Once the pictures are set aside, copy the records below exactly as they stand.

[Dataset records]
%%

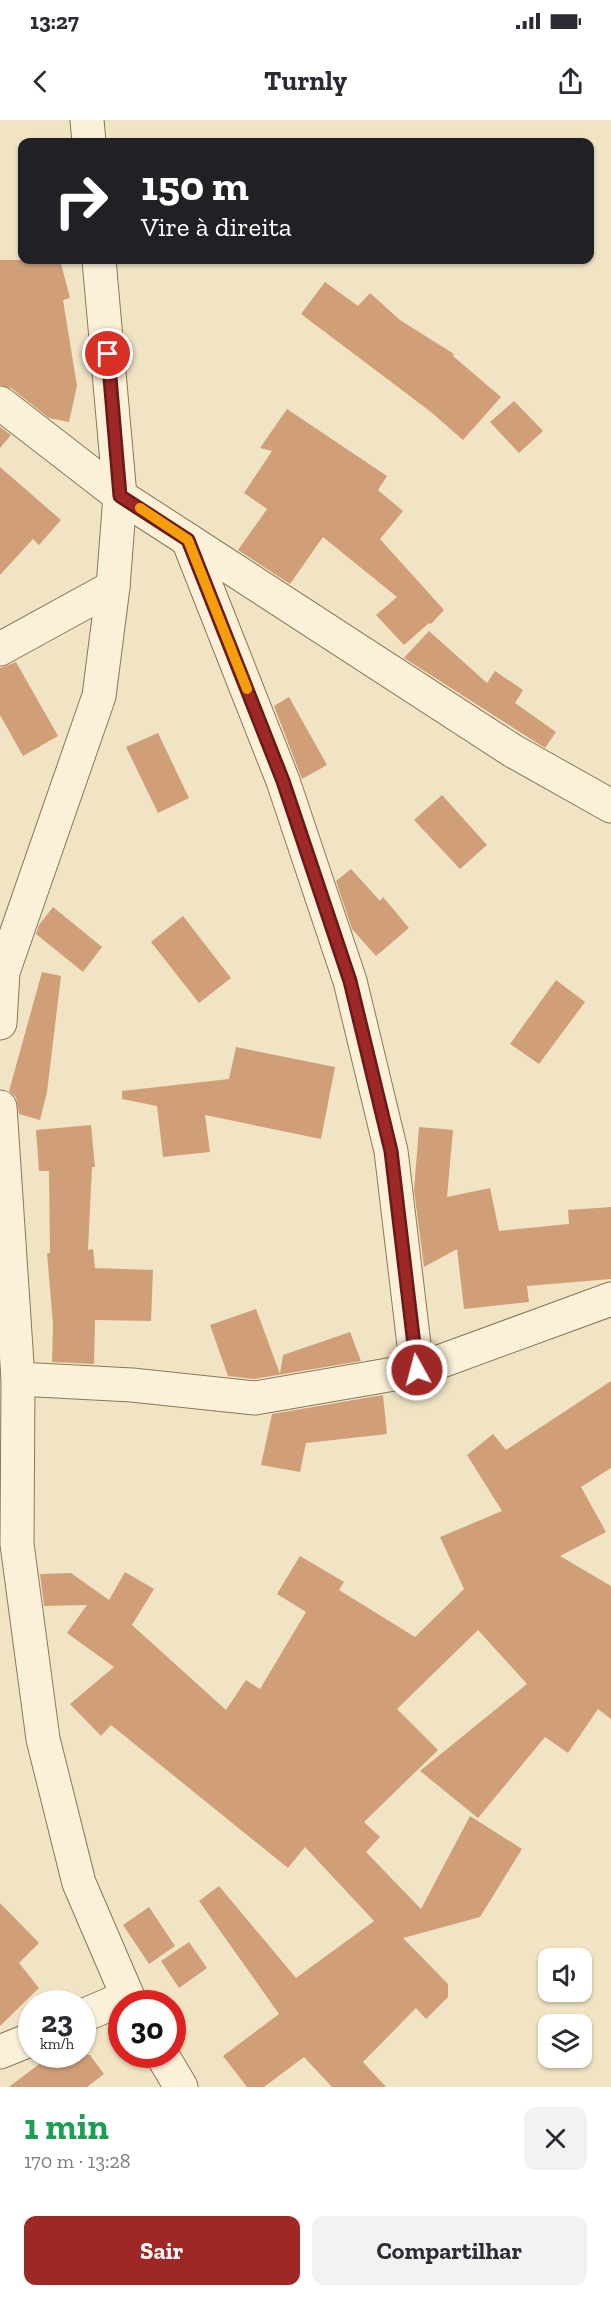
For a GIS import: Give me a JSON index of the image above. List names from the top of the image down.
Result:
{
  "page": {
    "status": "13:27",
    "header": "Turnly",
    "turn": ["150 m", "Vire à direita"],
    "speed": "23 km/h",
    "limit": "30",
    "heading": ["1 min", "170 m · 13:28"],
    "buttons": ["Sair", "Compartilhar"]
  }
}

%%

Completed task
For a GIS import: Give me a JSON index of the image above. List names from the top of the image down.
Result:
{
  "page": {
    "status": "13:27",
    "header": "Turnly",
    "turn": ["150 m", "Vire à direita"],
    "speed": "23 km/h",
    "limit": "30",
    "heading": ["1 min", "170 m · 13:28"],
    "buttons": ["Sair", "Compartilhar"]
  }
}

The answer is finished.